I've started a new journey - missing Ian....I don't know where it will lead.

Thursday, November 8, 2012

The fog

I haven't written in a while, not because we haven't been busy, but because there have been no revelations, no light bulbs going off to enlighten me, no monumental moments.....just a fog of missing Ian.  It's pretty amazing how well you can function in a fog; you get up, you get dressed, you go to work, you even laugh at jokes and smile but the fog is still there, lingering.

I took the day off for Ian's birthday; he would have been 20.  Eric made it at work until 9:30am, then he called and said he was coming home too.  The day was harder than I thought it would be.  We took fresh flowers to Ian's grave then we met with a few of Ian's friends at one of his favorite restaurants - IHOP.  We met late (for us) at 8:30pm, ate and shared Ian stories.  Ian had some great friends and it meant a lot to us to spend the evening with them.  It was a good night.

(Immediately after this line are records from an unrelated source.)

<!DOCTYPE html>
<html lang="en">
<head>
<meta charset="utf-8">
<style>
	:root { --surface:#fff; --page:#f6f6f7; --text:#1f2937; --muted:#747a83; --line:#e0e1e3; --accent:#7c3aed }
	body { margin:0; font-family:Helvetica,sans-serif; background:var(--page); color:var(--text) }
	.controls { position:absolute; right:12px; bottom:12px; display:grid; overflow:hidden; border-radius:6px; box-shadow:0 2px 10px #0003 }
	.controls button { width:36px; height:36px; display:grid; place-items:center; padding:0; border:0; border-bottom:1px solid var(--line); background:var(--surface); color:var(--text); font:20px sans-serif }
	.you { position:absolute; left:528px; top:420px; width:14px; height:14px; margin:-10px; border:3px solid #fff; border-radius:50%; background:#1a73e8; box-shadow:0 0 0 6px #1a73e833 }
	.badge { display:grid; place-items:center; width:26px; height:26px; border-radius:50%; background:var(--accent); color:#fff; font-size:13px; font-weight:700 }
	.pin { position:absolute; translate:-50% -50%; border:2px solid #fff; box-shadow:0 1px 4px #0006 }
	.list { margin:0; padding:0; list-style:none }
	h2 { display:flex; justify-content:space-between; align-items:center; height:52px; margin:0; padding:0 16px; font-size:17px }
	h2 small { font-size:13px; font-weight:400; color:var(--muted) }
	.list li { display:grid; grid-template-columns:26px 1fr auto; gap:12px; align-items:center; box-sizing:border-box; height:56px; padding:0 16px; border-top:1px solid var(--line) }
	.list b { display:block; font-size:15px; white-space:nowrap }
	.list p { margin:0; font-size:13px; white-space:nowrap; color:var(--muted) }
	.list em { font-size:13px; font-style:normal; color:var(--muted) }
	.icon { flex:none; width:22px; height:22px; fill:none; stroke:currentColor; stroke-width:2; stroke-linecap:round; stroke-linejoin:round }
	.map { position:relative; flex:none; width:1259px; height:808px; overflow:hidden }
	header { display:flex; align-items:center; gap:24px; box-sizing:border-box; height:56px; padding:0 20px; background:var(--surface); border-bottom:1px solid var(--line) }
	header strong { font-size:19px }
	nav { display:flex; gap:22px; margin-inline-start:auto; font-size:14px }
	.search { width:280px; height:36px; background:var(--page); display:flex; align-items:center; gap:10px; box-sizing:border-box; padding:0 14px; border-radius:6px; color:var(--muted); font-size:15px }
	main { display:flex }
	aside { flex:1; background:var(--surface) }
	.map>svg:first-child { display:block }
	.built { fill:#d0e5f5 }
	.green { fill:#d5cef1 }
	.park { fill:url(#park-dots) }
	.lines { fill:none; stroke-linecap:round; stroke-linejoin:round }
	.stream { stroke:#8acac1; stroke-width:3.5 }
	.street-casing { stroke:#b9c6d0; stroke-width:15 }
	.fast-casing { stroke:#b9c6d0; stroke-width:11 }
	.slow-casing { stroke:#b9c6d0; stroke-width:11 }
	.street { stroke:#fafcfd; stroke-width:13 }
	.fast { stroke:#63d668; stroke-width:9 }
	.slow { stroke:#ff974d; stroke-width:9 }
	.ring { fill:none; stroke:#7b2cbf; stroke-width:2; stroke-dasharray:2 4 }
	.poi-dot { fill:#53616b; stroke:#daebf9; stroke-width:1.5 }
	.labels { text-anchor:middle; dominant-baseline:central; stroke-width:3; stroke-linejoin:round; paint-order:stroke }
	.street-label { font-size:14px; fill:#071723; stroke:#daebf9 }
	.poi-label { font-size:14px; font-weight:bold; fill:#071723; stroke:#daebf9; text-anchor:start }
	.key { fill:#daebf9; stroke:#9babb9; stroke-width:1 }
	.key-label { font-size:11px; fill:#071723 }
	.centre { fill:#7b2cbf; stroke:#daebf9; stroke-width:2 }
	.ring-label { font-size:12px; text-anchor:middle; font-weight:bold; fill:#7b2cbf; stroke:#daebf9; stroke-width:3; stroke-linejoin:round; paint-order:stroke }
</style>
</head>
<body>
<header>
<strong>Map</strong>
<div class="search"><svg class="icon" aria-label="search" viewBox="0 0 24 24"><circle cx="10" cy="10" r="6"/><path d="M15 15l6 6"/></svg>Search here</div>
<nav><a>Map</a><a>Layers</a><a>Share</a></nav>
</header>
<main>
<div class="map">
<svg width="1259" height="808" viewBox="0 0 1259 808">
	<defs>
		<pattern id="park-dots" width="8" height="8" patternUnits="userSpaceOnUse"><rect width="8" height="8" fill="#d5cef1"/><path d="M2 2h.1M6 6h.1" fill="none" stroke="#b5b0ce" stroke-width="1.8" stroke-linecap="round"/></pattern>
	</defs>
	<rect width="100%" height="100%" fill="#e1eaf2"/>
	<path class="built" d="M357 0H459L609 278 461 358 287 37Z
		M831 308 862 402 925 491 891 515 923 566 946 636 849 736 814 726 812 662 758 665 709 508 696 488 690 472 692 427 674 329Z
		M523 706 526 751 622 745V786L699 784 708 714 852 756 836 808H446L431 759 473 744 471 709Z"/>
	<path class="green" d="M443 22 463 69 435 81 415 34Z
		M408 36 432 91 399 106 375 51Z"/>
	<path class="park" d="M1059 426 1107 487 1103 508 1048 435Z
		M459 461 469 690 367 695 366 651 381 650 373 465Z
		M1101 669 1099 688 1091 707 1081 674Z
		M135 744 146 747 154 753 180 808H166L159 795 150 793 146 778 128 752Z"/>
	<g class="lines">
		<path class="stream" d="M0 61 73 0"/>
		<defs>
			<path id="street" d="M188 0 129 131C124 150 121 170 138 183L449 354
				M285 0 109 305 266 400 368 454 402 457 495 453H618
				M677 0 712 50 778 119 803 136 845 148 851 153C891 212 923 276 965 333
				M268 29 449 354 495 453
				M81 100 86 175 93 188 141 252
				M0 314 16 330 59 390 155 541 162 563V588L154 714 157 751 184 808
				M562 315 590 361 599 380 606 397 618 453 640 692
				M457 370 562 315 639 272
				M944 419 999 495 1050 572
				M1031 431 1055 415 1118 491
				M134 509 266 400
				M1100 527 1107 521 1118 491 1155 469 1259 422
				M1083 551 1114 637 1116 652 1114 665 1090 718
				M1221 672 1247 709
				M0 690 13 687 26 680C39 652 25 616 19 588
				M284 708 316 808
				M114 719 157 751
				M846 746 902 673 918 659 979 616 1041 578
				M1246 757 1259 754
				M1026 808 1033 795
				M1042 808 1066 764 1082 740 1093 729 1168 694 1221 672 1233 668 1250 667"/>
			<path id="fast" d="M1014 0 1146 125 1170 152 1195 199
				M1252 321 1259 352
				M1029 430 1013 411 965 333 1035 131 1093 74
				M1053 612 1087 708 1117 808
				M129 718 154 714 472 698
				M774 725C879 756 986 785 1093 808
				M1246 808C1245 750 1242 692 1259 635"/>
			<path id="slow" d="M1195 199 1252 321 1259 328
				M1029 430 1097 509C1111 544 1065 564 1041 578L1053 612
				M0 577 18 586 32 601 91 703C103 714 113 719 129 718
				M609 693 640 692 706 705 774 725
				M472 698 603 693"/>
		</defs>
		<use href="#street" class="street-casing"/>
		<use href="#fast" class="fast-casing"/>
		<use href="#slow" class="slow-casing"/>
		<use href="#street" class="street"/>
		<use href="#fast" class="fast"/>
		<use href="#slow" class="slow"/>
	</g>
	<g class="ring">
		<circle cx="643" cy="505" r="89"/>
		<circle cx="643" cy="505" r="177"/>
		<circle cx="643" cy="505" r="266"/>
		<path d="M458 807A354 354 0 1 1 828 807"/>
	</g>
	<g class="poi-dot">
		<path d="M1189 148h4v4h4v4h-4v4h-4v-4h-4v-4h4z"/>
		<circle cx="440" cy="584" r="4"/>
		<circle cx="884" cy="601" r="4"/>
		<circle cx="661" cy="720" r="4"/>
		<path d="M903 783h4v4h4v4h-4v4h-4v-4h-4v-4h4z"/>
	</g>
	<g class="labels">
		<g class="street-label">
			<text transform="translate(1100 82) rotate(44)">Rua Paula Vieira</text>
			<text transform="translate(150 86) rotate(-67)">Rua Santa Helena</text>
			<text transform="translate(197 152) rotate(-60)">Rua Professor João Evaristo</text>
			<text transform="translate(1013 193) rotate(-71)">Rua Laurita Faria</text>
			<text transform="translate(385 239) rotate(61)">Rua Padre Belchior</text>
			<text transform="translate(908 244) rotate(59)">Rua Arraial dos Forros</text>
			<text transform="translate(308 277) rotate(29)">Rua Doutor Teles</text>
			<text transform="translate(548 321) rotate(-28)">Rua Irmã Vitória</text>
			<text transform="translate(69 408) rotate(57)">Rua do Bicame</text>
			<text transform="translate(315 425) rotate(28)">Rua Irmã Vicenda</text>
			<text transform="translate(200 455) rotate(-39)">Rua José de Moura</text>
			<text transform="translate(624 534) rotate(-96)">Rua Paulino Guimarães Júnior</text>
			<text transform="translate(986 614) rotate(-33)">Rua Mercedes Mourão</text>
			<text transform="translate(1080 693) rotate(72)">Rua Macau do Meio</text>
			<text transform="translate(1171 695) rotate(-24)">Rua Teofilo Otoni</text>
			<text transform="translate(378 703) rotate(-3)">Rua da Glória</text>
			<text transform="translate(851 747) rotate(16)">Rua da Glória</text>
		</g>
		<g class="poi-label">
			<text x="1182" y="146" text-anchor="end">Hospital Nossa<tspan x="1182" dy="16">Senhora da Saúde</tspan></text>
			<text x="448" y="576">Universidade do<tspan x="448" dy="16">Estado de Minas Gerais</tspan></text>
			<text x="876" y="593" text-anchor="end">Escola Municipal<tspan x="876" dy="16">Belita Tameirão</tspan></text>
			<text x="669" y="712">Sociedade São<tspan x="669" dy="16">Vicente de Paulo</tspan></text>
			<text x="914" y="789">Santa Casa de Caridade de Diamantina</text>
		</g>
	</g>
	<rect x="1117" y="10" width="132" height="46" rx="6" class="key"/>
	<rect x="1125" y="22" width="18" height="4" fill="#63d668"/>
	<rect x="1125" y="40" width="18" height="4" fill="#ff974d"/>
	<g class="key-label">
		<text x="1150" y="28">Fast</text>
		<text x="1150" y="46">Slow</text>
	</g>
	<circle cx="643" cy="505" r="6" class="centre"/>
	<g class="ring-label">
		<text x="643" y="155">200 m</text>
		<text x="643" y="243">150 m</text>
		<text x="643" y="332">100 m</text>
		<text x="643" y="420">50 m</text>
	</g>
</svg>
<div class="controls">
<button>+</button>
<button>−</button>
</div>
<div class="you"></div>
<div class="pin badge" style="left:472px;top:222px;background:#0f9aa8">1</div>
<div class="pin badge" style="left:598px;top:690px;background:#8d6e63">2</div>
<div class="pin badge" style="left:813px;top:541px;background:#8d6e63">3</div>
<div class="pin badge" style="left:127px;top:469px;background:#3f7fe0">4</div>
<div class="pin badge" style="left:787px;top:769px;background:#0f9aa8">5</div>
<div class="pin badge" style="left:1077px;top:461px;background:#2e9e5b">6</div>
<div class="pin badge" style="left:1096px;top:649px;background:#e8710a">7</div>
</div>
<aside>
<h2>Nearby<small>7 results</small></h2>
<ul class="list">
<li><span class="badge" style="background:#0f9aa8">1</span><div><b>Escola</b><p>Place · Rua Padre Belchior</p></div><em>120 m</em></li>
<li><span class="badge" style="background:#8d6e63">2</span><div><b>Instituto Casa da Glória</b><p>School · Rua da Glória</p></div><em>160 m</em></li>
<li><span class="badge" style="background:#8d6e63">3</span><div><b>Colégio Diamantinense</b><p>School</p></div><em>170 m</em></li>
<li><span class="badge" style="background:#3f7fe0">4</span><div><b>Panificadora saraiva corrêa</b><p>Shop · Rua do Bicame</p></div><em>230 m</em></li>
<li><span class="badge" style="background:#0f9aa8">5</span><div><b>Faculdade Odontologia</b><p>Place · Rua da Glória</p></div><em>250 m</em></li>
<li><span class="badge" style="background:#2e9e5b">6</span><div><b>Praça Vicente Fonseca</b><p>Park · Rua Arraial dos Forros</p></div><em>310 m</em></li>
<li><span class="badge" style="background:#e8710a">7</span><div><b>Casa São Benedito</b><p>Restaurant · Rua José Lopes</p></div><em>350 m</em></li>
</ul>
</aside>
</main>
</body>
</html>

Two days later I flew off to Colorado for a long overdue, girls weekend with my high school friends, Debbie & Kelly (we all turned 50 this year and needed to celebrate).  I kept waiting for some catastrophe to occur to ruin the weekend; my back goes out, my car breaks down on the way to the airport, our plane crashes....something....but nothing happened. We had a great weekend.  Sometimes there is nothing like old friends who know you, love you and let you be yourself.  Our first night in Breckenridge, Deb took us to her favorite restaurant and we were sitting around the table, having a good time, laughing - then it hit me - I shouldn't be laughing, I've lost Ian.  Then this small voice told me, "It's okay mom, I want you to have a good time." and it all seemed alright.   It was a great weekend and a much needed reprieve.

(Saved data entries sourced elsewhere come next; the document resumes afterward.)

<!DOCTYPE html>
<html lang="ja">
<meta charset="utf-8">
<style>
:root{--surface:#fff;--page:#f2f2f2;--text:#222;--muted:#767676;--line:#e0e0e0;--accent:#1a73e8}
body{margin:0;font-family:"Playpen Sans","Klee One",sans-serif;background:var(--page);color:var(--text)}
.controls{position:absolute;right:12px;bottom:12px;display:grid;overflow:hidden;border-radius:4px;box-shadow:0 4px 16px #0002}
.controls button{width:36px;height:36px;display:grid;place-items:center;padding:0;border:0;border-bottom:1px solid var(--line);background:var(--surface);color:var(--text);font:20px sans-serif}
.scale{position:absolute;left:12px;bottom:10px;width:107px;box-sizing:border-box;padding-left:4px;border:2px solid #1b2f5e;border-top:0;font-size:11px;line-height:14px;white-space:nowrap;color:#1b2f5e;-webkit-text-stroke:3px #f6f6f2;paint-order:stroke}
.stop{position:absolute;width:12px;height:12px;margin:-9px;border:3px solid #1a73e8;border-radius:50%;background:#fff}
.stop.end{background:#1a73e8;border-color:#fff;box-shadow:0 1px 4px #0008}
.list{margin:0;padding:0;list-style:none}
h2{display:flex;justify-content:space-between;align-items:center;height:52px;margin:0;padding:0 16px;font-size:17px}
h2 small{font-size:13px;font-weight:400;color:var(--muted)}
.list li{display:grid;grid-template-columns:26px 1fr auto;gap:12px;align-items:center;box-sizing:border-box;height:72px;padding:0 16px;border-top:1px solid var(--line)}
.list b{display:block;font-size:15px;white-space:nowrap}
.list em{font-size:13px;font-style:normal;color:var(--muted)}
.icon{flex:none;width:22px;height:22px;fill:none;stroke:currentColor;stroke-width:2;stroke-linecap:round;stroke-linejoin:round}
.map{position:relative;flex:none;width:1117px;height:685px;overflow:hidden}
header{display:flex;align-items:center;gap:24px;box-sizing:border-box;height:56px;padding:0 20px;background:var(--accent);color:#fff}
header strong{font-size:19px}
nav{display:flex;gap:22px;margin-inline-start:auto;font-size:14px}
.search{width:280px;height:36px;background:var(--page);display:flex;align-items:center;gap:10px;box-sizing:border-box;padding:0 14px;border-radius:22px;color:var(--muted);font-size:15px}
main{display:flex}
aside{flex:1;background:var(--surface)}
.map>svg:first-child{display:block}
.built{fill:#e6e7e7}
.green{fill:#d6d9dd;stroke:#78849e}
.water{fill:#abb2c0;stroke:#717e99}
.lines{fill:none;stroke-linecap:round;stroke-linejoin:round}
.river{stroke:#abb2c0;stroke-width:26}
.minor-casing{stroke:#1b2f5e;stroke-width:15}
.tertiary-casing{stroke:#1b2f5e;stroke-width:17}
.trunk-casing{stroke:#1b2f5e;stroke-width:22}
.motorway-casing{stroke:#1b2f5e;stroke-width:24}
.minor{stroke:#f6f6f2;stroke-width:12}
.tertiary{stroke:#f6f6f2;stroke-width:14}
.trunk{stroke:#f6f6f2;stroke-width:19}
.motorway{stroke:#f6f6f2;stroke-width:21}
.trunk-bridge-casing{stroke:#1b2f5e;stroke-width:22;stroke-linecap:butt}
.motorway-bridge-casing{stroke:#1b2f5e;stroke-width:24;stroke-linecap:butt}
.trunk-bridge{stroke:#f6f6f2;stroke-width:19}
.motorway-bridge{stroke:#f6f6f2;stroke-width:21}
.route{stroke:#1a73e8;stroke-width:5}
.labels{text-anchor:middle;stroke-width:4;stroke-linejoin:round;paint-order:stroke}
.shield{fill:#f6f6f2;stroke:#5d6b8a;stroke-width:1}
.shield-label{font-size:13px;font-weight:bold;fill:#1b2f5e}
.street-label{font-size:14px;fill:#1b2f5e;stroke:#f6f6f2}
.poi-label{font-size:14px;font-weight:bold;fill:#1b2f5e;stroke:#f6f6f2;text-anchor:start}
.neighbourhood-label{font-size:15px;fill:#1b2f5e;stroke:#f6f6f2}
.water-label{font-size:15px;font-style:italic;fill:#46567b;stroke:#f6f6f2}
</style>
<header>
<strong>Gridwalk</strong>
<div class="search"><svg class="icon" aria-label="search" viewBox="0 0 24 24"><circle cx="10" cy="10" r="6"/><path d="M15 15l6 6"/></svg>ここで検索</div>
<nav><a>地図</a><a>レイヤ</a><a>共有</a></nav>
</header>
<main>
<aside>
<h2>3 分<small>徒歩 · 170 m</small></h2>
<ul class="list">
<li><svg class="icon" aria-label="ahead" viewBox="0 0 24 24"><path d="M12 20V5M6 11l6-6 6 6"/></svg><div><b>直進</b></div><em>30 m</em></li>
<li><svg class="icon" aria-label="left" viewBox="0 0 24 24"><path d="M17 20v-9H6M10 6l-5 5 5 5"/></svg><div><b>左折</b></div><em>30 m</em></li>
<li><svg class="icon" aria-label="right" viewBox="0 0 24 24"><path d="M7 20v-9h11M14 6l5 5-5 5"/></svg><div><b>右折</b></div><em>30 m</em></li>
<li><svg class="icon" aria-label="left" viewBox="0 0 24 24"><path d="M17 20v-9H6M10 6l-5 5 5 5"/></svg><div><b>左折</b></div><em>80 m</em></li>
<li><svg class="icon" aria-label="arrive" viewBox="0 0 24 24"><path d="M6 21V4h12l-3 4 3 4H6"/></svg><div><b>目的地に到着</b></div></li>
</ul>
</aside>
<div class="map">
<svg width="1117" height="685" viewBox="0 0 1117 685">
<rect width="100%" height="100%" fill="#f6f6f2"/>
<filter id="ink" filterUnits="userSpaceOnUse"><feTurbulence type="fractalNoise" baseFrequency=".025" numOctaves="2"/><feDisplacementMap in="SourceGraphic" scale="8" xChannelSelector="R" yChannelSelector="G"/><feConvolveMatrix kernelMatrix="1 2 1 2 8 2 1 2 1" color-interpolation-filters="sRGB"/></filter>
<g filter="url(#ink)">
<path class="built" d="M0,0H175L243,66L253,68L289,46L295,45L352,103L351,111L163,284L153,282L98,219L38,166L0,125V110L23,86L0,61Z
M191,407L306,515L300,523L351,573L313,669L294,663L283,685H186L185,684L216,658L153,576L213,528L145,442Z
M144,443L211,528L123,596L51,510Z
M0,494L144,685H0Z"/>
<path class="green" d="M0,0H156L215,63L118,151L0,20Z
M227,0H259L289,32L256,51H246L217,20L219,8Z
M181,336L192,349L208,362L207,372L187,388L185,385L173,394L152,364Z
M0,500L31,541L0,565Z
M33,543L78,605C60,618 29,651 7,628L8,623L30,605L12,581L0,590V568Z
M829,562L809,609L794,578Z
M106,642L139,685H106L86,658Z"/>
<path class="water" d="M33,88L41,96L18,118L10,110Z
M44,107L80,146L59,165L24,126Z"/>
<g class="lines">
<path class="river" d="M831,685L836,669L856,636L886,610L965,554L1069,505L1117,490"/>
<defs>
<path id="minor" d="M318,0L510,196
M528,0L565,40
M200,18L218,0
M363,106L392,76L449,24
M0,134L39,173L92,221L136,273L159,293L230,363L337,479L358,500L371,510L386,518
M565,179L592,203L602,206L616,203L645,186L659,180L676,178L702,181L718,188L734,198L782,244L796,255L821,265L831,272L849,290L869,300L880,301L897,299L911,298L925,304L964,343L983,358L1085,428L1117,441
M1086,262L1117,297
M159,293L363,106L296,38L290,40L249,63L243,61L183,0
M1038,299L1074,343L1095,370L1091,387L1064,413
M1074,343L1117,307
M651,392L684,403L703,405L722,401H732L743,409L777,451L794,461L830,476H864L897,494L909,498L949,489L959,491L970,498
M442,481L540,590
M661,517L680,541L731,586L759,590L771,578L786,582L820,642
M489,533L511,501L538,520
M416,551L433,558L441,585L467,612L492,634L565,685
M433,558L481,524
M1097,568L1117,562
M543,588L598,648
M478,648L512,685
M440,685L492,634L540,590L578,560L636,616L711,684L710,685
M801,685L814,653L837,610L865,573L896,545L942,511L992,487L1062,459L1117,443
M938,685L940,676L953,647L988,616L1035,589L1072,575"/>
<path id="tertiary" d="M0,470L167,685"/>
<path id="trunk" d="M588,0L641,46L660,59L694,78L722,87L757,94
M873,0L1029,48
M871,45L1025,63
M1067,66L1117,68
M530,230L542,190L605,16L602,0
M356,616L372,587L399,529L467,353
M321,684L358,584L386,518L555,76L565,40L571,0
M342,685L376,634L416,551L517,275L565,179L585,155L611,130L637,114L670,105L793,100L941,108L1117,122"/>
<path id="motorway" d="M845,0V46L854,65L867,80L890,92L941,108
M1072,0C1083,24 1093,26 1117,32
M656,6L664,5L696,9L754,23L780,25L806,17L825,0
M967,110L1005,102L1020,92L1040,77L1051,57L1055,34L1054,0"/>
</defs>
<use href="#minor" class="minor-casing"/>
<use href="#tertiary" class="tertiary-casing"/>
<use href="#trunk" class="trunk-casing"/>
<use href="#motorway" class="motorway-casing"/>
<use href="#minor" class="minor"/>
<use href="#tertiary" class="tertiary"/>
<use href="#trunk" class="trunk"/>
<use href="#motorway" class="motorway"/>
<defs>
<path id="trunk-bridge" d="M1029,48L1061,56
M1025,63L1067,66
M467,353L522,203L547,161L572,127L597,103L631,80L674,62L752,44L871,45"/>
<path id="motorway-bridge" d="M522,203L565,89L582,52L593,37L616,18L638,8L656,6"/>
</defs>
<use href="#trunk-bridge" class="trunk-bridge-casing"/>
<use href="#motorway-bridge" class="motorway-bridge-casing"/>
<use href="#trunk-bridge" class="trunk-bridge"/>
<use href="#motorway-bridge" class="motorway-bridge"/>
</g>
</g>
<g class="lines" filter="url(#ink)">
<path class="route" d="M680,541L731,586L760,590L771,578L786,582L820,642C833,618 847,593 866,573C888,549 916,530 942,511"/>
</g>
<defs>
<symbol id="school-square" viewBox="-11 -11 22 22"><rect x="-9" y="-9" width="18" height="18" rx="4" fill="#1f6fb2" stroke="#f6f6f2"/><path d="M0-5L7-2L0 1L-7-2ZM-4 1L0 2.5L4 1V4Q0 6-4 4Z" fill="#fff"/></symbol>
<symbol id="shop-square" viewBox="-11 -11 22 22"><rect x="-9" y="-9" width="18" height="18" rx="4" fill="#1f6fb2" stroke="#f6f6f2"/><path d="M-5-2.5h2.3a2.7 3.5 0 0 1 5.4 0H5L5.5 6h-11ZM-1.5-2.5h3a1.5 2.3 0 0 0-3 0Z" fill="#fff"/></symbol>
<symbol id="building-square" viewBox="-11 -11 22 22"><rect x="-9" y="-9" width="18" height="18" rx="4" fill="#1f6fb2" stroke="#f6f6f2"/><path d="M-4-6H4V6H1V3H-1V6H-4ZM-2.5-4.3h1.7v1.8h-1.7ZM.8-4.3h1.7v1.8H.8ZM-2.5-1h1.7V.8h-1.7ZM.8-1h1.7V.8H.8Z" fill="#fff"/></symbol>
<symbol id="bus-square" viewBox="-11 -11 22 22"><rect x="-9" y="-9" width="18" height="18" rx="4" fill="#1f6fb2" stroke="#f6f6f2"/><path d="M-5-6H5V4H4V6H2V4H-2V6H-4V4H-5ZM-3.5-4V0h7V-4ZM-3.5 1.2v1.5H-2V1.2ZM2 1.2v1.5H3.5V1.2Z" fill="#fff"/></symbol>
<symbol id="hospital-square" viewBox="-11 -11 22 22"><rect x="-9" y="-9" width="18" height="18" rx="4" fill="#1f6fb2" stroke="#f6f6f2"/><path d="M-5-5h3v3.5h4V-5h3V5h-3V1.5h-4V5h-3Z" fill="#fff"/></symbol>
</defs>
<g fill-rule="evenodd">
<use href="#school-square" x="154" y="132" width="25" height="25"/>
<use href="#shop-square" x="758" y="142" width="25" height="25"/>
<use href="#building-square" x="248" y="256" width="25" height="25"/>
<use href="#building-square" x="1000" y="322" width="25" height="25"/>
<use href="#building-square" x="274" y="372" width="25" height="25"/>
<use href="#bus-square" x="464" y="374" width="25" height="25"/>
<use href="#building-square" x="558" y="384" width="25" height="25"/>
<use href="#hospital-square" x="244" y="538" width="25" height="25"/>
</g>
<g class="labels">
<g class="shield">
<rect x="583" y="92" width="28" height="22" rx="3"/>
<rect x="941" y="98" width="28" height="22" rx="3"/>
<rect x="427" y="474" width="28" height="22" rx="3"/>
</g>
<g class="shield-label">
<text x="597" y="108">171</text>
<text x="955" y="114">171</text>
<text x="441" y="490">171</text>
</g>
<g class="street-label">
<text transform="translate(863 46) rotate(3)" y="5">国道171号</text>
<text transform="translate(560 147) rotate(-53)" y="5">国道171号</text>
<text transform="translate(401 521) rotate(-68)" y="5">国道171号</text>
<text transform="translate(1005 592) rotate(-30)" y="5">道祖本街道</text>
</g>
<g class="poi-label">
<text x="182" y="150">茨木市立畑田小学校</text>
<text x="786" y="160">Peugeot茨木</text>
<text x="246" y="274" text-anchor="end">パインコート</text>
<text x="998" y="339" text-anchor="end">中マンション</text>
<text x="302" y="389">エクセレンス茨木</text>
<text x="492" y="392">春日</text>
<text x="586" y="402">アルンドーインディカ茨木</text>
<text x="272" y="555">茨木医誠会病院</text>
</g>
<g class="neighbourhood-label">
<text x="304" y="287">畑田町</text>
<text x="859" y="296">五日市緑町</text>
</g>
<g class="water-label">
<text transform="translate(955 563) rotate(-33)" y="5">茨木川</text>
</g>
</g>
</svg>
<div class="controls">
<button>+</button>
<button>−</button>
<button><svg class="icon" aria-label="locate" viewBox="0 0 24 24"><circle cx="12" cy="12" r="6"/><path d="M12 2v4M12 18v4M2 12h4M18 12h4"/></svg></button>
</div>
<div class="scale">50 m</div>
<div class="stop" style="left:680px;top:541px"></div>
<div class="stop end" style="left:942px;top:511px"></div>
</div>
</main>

Yesterday, Eric, my dad and I went to Santa Barbara to make some decisions on Ian's headstone and to see his art work at the Channing Peake Gallery.  It was a very emotional day.  I wrote the woman who organized the show to thank her for such a gripping arrangement of Ian's work and this was her reply: 
"His work has garnered such praise from people who visit the exhibition, the work looks so mature and people are moved by his story. I gave him his own wall because the work was so strong that frankly it might take away from any work that was placed next to it! When I place work on walls it is often a balancing act to make sure one piece does not overshadow the other, but Ian’s is one of those compelling pieces that is so powerful it needs it’s own space; and it’s great that it is on a wall that people see first when they enter the building. They are taken by the image and then they read his story."
How wonderful that Ian's work stands on it's own merit. 

The hardest part of grieving, besides the obvious, of missing Ian, are the questions it raises.  I'm doing what I can to resolve those questions - I attend a grief bible study, Eric & I see a grief counselor, I read books on grief but it's a slow process.  The other night in my bible study we read  from Job (normally I avoid Job like the plaque); "and Job did not sin and he didn't blame God."  That has stuck with me and confused me.  Trying to marry God's sovereignty with Ian's death has been hard.....some people's definition of God's sovereignty would mean because He is in charge of everything, that He caused Ian's death and if He did, then who else is there to blame but God?  But Job didn't blame God, so he must have known something we don't.  I don't think sovereignty means 'dictator' or 'puppet master'.  I'm no biblical scholar, I'm no great mind.   I'm just a mom, trying to figure out God's role in all this loss.  Greater minds than mine have studied and poured over scripture to try and define God and it just seems to me that maybe we spend too much time trying to define Him when we should just be worshiping Him.  Maybe it just needs to come down to simple worship - not debating the 5 points of Calvinism or Free Will.  God is so much more complex than we can imagine.  The truth is usually some place in the middle and I think there are things we are not meant to or capable of understanding.  I know thinking about all this hurts my head.